Kilpatrick dominates Detroit pension fund case

Robert Snell
The Detroit News

Detroit — Former Mayor Kwame Kilpatrick is in prison but his name and crimes dominated the start of jury selection Tuesday in a federal corruption case against his fraternity brother and three others.

Kilpatrick is an unindicted co-conspirator in a complex criminal case that explains what happened to money from a $1.4 billion Wall Street deal blamed for helping plunge Detroit into bankruptcy. Prosecutors allege the money ended up in the pockets of businessmen who bribed pension officials, including former Detroit Treasurer Jeffrey Beasley, with cash, exotic trips and a Christmas basket stuffed with cash.

Kilpatrick’s name came up repeatedly Tuesday as defense lawyers questioned prospective jurors about their views on race, exposure to pretrial publicity and awareness of the former mayor’s crimes and record-tying 28-year corruption sentence.

“You didn’t follow the Kwame Kilpatrick (corruption) case?” Beasley’s defense lawyer Walter Piszczatowski asked one prospective juror Tuesday.

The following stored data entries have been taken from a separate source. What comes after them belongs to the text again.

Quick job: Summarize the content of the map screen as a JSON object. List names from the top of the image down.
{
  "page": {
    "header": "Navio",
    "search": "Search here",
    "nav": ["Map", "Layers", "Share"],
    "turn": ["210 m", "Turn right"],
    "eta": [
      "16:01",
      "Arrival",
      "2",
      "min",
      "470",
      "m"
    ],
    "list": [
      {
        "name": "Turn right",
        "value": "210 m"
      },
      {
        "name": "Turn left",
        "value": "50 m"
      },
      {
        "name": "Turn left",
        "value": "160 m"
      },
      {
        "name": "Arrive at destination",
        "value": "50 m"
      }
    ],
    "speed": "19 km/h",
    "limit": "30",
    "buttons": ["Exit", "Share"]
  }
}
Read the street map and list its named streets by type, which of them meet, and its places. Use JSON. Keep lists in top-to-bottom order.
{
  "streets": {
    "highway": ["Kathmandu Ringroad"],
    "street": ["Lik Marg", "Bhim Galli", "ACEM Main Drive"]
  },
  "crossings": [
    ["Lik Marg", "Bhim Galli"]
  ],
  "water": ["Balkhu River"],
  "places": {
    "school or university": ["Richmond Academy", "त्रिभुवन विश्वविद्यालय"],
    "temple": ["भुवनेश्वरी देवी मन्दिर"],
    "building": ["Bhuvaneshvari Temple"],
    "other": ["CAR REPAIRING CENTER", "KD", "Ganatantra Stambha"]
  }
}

“No,” the white, stay-at-home mother said. “That’s good,” Piszczatowski said.

Beasley, who was Kilpatrick’s fraternity brother at Florida A&M University, and three others are accused of participating in an alleged corruption spree bankrolled by a soured Wall Street deal that is central to the city’s bankruptcy case.

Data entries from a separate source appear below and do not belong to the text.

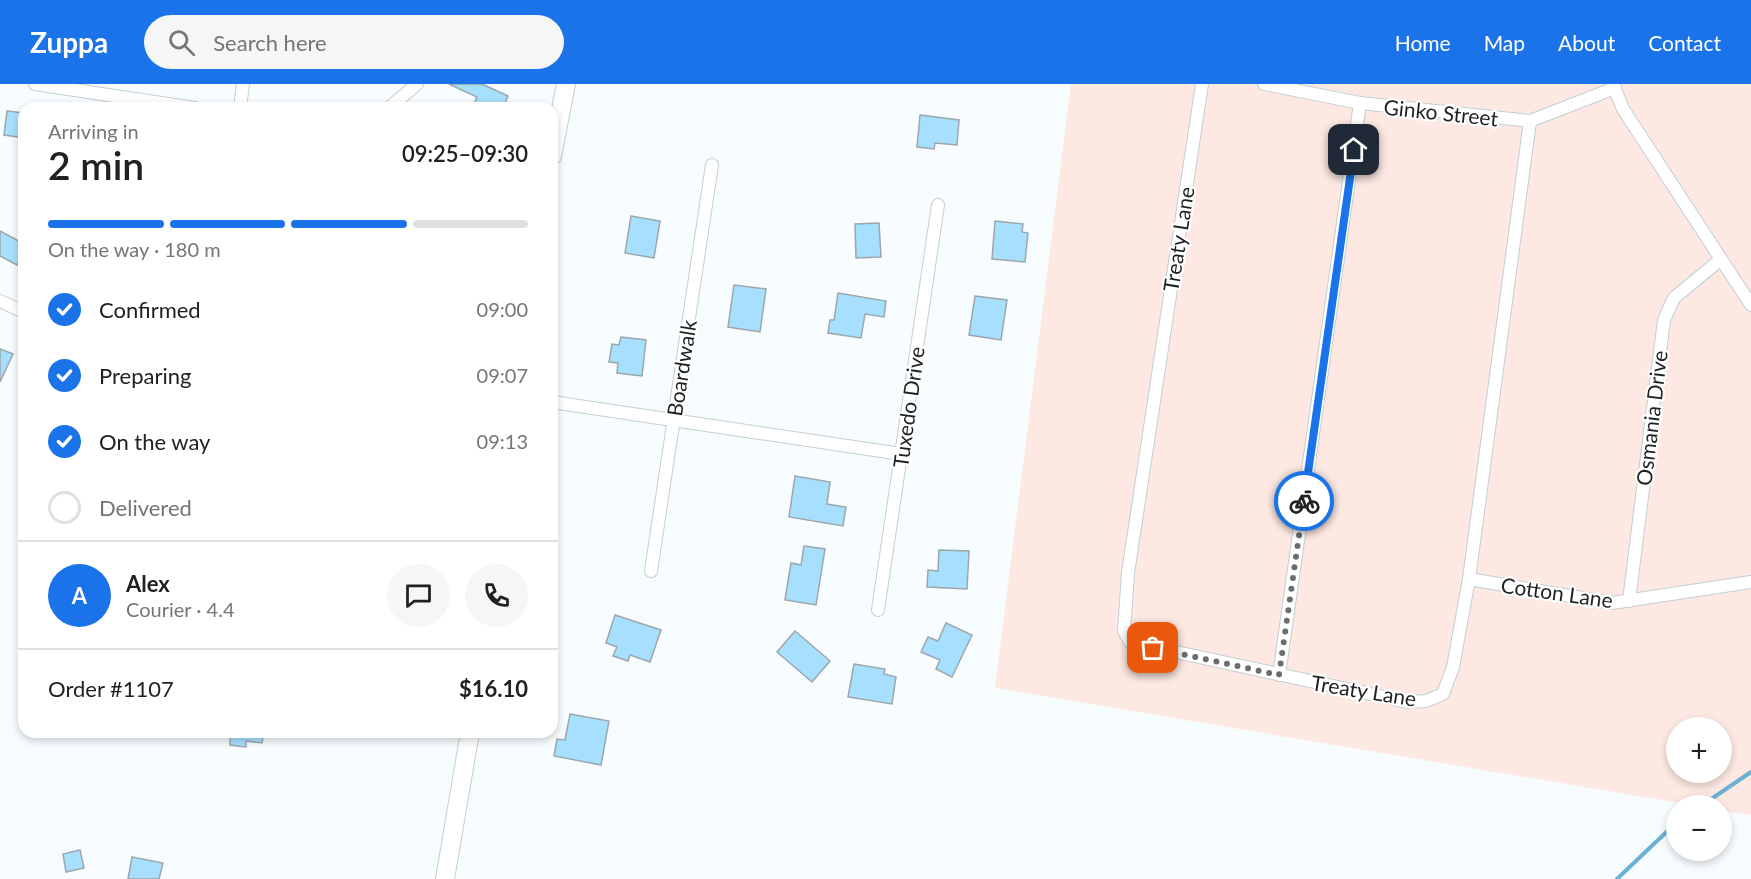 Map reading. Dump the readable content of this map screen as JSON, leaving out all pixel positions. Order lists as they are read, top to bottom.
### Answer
{
  "streets": {
    "street": [
      "Ginko Street",
      "Treaty Lane",
      "Boardwalk",
      "Tuxedo Drive",
      "Osmania Drive",
      "Cotton Lane"
    ]
  },
  "crossings": [
    ["Ginko Street", "Treaty Lane"],
    ["Treaty Lane", "Cotton Lane"],
    ["Osmania Drive", "Cotton Lane"]
  ],
  "page": {
    "header": "Zuppa",
    "search": "Search here",
    "nav": [
      "Home",
      "Map",
      "About",
      "Contact"
    ],
    "heading": ["2 min", "Arriving in", "09:25–09:30"],
    "panel": [
      "Alex",
      "Courier · 4.4",
      "Order #1107",
      "$16.10"
    ],
    "bar": "On the way · 180 m",
    "list": [
      ["Confirmed", "09:00"],
      ["Preparing", "09:07"],
      ["On the way", "09:13"],
      "Delivered"
    ],
    "round": "A",
    "map_buttons": ["+", "−"]
  }
}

Jury selection is expected to last at least this week and to be followed by a two-month trial.

One legal expert is surprised Beasley and the others opted to stand trial in the first major public corruption case since Kilpatrick’s conviction. The trial is being overseen by U.S. District Judge Nancy Edmunds, who sentenced Kilpatrick and contractor Bobby Ferguson to more than 20 years in federal prison.

“Boy, she has not given an inch,” said Peter Henning, a Wayne State University law professor and former federal prosecutor. “They’re in real trouble if they get convicted.”

The case spans 2006 through April 2009 and alleges pension fund corruption cheated retirees out of more than $84 million. The alleged corruption compounded the impact of a money-losing Wall Street deal Kilpatrick backed.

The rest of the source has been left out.